Re: Barclays Did It Again...An
other Payment Hold...
10-02-2012 08:04 AM
I just don't understand the sense of entitlement that has gripped (and choked the economy within) our American society. Since when are we entitled to have our available credit reinstated on OUR timetable? The lender is the one taking the risk here, not the borrower. We would all do well to remember that when we whine about the terms and conditions WE AGREED TO when we were afforded the PRIVILEGE of unsecured credit.
This. This. A hundred times this.
@Andy77, I read your prior thread and bit my tongue to avoid saying exactly this.
The lender is taking the risk here, extending you credit on nothing more than a promise to pay. And with terms you signed on the dotted (or digital) line to agree to.
You ask for them to have a logical reason to hold your payment, but to be perfectly frank you have given them that logical reason.
I wrote a scoring algorithm for a major mortgage collection company, and I have been privy to a couple of non-FICO scoring algorithms for the revolving-credit world as well, so while non-disclosure binds me from going into detail on how those algorithms intepret risk (and while you can see that said knowledge has not prevented me from making my own ill-advised mistake recently), I can tell you this much:
Your behavior in getting a credit-line increase, immediately charging up to $25 shy of it, and then proceeding to oscillate between your CLI and CLI minus 900 every week, is a giant red flag for risk.
What every scoring model is attempting to identify is patterns. Patterns that correlate strongly with risk. The pattern of your spending and usage on this card is going to get you sorted into one of two likely buckets:
1. CASHFLOW CONSTRAINED - Someone who does not have sufficient money to handle all of their debts and obligations. You see this a lot when someone has been laid off, for example. Bumping against the CLI ceiling, and spending back up to it as soon as any payment is made.
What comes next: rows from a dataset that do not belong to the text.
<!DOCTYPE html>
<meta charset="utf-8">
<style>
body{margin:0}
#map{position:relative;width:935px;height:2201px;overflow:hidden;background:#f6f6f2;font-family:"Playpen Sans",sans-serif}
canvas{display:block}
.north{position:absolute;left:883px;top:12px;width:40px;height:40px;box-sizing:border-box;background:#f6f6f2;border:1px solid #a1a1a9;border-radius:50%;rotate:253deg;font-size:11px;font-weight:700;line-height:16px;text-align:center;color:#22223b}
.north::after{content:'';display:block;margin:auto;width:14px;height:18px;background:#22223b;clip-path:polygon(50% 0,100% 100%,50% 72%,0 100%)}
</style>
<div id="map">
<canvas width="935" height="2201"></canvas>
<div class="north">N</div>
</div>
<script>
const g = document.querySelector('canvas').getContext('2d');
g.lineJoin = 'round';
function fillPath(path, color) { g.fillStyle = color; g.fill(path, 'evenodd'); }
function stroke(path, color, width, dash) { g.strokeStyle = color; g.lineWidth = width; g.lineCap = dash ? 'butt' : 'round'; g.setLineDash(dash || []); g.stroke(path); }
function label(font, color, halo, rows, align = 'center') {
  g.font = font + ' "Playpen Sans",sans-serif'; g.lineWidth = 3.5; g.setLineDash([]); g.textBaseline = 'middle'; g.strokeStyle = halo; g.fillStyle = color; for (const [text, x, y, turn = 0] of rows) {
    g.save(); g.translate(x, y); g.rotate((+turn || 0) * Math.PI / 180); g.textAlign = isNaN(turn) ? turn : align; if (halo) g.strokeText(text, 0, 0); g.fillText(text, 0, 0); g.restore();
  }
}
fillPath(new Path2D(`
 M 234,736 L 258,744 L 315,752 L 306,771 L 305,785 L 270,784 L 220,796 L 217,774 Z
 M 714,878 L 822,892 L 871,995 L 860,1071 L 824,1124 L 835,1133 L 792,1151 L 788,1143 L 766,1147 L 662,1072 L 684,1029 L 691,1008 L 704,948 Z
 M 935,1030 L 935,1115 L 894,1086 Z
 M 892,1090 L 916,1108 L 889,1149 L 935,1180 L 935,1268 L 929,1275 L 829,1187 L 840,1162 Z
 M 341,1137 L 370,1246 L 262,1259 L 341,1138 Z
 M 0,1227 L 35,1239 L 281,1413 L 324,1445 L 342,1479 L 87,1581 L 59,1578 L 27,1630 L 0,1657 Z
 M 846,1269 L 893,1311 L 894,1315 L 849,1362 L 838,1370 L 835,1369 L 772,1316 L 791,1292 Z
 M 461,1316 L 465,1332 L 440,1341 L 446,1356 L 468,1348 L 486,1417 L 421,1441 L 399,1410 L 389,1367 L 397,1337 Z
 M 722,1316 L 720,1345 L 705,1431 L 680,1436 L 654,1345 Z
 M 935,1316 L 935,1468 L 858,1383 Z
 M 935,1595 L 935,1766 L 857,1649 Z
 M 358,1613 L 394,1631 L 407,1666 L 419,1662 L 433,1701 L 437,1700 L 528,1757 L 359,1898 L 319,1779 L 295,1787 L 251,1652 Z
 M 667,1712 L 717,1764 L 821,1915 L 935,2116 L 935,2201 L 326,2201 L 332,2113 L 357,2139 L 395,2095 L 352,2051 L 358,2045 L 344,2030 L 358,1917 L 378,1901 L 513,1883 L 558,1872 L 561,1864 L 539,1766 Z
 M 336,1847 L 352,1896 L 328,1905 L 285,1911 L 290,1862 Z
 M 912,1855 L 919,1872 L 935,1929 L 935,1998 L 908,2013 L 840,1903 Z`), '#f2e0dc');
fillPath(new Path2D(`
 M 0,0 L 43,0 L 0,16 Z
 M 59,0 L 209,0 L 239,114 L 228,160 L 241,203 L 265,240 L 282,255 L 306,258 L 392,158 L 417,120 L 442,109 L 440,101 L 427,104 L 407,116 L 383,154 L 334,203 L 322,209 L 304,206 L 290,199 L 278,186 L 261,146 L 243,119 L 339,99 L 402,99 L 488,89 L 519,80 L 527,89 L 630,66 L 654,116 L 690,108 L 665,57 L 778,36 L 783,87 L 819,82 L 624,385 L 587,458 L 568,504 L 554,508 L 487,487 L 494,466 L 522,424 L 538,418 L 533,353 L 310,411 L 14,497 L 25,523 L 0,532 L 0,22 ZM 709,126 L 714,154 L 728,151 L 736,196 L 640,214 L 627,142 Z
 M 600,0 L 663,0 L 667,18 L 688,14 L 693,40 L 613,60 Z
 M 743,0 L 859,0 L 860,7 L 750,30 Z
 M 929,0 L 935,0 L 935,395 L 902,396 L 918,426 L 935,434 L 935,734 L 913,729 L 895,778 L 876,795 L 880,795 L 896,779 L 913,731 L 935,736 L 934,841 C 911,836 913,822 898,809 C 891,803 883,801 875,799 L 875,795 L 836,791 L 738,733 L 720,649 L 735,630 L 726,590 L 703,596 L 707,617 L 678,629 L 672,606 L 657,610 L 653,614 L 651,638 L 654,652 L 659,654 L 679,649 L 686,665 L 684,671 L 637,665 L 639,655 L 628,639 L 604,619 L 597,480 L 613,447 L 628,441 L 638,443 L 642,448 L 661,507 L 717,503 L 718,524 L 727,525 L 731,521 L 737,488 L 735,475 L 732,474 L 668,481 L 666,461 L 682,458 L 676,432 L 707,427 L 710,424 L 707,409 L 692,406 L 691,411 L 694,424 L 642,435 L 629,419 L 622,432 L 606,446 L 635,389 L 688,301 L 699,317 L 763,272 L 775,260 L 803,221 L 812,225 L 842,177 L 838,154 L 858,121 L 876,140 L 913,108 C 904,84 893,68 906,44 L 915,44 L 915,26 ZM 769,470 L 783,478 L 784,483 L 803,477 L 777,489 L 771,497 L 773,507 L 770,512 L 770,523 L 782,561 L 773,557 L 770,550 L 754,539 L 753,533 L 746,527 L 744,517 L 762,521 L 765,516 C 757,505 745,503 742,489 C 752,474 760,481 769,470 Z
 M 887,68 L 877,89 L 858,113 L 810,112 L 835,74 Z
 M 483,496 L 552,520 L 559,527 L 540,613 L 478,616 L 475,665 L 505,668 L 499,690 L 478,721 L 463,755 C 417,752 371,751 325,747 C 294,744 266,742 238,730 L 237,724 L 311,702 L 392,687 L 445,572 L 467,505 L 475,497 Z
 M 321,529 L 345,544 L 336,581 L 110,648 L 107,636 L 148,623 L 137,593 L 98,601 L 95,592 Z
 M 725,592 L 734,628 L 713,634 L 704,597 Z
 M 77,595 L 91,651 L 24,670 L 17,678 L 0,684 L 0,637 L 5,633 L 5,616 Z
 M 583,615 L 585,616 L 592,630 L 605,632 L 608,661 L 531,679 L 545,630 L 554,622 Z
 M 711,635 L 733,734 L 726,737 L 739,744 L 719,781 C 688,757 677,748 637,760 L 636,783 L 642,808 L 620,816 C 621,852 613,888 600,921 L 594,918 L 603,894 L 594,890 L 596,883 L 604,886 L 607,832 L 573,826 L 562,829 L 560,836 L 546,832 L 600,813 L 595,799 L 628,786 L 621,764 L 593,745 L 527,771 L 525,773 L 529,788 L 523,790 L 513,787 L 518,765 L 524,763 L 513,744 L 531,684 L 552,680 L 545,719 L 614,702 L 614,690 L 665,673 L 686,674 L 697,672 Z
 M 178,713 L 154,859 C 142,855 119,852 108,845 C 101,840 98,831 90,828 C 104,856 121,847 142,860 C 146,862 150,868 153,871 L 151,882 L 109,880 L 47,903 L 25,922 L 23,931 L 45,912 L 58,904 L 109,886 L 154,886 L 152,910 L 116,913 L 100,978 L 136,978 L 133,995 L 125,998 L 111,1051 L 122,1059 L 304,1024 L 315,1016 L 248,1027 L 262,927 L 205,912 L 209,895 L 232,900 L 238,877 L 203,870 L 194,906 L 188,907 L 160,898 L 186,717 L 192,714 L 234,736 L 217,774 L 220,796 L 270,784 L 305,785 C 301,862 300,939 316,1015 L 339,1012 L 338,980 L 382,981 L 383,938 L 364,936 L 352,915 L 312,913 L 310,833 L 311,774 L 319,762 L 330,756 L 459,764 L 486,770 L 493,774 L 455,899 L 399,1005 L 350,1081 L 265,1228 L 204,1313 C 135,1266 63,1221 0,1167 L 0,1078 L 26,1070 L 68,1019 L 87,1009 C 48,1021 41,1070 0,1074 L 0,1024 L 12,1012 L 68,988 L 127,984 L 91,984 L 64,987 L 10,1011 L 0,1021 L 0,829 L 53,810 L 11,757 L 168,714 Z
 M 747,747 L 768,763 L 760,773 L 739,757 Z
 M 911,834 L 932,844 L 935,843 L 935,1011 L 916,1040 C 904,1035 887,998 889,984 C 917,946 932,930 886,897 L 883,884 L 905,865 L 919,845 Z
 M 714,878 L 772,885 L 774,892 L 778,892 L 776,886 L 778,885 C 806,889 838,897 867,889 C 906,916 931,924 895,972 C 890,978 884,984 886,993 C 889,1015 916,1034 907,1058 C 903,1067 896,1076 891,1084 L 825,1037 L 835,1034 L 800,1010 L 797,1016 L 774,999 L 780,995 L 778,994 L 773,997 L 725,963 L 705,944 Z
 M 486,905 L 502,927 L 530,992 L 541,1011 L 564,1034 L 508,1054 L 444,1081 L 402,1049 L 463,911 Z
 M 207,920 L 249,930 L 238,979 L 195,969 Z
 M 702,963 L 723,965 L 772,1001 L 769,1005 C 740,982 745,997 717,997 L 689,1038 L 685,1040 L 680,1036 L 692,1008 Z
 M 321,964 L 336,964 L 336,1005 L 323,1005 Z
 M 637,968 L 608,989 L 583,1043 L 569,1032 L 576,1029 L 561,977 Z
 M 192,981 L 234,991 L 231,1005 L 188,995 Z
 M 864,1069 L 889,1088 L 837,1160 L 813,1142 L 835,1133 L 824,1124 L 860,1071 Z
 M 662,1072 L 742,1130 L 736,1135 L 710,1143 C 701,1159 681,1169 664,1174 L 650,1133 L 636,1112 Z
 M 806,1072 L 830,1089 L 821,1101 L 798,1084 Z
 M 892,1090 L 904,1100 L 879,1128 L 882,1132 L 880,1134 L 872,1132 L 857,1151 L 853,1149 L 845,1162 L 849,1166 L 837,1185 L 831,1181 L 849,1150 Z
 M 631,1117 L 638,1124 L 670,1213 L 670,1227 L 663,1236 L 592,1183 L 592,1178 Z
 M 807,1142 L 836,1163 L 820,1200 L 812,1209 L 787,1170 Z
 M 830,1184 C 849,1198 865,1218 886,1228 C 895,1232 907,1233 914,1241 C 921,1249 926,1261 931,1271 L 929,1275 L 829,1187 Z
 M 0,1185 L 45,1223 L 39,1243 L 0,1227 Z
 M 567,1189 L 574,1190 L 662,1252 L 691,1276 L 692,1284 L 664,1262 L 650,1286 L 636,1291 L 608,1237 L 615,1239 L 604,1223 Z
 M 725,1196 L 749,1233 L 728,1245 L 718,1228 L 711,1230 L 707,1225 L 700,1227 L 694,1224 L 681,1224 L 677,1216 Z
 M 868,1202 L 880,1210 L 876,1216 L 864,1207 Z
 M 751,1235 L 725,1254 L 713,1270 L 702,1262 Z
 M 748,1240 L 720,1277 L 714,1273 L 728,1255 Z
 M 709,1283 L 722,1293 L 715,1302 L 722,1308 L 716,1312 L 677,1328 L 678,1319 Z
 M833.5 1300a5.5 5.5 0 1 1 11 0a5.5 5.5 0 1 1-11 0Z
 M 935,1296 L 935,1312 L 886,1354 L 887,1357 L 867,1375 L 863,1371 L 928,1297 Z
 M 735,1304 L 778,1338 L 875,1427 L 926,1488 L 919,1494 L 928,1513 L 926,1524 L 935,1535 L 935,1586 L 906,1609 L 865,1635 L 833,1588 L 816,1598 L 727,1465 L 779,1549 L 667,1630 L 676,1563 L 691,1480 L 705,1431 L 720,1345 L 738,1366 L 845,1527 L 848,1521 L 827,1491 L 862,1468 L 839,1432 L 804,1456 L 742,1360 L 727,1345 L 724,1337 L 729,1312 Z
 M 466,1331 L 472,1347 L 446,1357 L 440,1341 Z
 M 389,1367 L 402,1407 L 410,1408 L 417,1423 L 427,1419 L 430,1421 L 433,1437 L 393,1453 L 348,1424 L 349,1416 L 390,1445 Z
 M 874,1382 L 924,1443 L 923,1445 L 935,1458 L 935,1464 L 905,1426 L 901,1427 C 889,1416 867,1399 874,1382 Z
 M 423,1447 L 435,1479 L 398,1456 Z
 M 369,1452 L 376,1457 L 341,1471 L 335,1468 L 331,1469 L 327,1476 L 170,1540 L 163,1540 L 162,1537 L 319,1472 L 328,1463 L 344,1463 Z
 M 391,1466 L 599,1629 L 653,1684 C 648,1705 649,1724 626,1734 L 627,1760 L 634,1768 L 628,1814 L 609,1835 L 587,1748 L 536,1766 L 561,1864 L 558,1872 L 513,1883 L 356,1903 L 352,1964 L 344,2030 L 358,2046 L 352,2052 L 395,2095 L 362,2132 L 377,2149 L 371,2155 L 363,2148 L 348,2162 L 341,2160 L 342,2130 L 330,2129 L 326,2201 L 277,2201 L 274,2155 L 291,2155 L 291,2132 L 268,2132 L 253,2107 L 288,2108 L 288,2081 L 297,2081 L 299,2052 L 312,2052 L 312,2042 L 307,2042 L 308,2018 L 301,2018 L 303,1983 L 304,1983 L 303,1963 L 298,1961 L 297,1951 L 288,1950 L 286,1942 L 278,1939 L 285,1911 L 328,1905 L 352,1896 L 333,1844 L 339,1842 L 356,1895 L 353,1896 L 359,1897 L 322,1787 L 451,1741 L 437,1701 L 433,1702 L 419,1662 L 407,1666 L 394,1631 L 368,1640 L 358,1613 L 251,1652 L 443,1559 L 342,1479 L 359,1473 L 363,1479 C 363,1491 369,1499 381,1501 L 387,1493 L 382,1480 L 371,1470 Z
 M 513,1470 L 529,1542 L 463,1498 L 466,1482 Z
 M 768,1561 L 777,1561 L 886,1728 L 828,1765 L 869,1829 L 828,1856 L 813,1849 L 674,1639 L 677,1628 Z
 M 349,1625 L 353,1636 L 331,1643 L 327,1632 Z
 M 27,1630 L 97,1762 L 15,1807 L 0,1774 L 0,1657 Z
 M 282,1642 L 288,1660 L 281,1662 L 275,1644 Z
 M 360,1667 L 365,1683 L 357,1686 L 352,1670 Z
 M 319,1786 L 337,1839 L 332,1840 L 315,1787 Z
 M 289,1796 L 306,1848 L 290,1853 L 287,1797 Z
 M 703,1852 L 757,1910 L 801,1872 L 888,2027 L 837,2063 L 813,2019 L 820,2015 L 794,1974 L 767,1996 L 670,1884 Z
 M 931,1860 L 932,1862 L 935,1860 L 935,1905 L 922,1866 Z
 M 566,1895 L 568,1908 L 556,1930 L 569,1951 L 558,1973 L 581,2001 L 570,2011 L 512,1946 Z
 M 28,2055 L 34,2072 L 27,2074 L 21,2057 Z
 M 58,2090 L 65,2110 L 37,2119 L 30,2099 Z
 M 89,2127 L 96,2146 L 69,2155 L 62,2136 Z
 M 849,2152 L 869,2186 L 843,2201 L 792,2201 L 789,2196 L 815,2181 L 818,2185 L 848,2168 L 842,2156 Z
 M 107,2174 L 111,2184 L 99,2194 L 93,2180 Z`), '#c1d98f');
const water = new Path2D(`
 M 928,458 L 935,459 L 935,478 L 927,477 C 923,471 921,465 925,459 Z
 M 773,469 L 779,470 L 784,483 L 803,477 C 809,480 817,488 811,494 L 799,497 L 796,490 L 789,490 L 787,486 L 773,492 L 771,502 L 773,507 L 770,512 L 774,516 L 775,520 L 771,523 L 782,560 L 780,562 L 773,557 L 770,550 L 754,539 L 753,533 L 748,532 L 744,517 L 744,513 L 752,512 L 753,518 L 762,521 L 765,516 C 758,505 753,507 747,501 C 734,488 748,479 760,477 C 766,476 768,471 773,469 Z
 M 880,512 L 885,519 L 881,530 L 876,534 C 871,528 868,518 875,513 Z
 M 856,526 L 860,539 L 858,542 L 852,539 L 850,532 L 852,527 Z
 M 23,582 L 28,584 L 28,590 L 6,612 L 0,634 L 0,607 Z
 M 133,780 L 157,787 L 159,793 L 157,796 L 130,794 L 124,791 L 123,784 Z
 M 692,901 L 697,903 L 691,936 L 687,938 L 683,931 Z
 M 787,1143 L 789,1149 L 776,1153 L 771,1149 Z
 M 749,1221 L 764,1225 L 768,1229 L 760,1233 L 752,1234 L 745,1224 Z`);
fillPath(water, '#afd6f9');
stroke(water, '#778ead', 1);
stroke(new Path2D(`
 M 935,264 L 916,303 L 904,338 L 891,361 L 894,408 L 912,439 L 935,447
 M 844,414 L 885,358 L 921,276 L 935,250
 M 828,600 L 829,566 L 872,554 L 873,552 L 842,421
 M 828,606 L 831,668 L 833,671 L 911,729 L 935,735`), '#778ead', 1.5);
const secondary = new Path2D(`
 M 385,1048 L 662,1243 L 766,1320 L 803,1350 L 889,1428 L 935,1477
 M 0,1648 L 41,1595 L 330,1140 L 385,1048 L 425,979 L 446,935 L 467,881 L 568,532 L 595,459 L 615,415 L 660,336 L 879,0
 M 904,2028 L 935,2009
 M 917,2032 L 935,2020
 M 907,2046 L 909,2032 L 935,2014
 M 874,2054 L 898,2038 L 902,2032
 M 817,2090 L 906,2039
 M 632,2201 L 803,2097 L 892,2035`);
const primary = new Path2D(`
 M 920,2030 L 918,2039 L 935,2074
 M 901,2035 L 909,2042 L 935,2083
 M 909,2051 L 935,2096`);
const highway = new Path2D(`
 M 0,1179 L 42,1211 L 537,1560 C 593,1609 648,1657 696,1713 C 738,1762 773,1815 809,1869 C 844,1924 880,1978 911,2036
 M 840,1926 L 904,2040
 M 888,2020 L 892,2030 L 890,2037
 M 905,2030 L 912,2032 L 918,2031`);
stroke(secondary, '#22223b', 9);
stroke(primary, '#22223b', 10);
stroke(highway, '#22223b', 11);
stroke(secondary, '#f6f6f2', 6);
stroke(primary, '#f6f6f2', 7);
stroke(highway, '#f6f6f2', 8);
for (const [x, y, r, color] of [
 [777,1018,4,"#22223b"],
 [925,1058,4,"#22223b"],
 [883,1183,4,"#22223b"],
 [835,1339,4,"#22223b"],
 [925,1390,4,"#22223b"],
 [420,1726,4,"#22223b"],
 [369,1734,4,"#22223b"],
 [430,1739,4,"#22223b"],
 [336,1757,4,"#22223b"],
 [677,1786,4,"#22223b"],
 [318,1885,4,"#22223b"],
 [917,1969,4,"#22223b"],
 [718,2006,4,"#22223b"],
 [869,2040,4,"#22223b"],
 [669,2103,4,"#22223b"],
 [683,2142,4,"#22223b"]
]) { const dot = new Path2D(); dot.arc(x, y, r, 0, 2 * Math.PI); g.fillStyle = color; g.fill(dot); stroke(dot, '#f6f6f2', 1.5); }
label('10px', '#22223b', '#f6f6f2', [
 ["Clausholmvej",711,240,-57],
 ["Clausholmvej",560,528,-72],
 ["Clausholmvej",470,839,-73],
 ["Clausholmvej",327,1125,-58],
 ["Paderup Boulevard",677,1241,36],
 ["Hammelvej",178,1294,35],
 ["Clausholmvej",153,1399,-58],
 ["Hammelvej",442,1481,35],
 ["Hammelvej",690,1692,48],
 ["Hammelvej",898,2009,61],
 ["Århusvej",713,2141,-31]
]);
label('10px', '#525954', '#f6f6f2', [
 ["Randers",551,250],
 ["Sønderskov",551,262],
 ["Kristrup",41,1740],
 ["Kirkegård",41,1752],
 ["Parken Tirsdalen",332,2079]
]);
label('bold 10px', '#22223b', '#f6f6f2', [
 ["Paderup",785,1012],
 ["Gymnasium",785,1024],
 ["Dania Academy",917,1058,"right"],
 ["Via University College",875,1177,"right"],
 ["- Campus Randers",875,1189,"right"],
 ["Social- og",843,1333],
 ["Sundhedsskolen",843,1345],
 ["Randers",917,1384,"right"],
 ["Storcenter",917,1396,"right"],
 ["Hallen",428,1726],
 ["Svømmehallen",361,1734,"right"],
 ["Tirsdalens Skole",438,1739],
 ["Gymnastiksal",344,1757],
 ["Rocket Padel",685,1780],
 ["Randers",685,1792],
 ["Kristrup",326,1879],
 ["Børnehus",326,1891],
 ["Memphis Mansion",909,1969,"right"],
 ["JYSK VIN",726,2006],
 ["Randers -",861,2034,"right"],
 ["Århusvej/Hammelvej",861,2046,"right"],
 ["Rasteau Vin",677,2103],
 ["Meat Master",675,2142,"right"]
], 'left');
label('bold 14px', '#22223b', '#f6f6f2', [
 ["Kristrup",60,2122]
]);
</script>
2. FRAUD PREP - A common credit fraud tactic is to use a card responsibly for a while to get it up to a decent credit limit, then make a "hot" payment that bounces and run away with the proceeds. To their model, you may look like someone who is shoving their limit up just so they can get a bigger haul when they're ready to ditch the account and cash in.
From the lender's point of view, however annoying it may be to you, it's sensible and logical to hold your money until the payment has FULLY cleared. Typically, that's 2 to 4 business days although it can sometimes be longer. It would not surprise me if the first hold lifts today, and that won't be because you threatened them with bad publicity but simply because the money is finally officially in their hands.
If you want to understand a lender, think like a lender.
My Wallet: Amex BCP $10k, Amex Zync NPSL (> 10k), Chase CSP VS $9.2k, C1 Venture VS $5k, Amex SPG $4.5k, Barclaycard Apple V $2k, Walmart (Store) $1.2k, Chase Freedom V $600, BoA Cash Rewards V $500, Best Buy Rewards MC $500
Dream Wallet:Barclaycard Arrival WMC (replace C1 Venture), Amex Platinum (replace Zync eventually), Andrews FCU Global V (chip + PIN for travel). Otherwise, pretty happy with my portfolio now.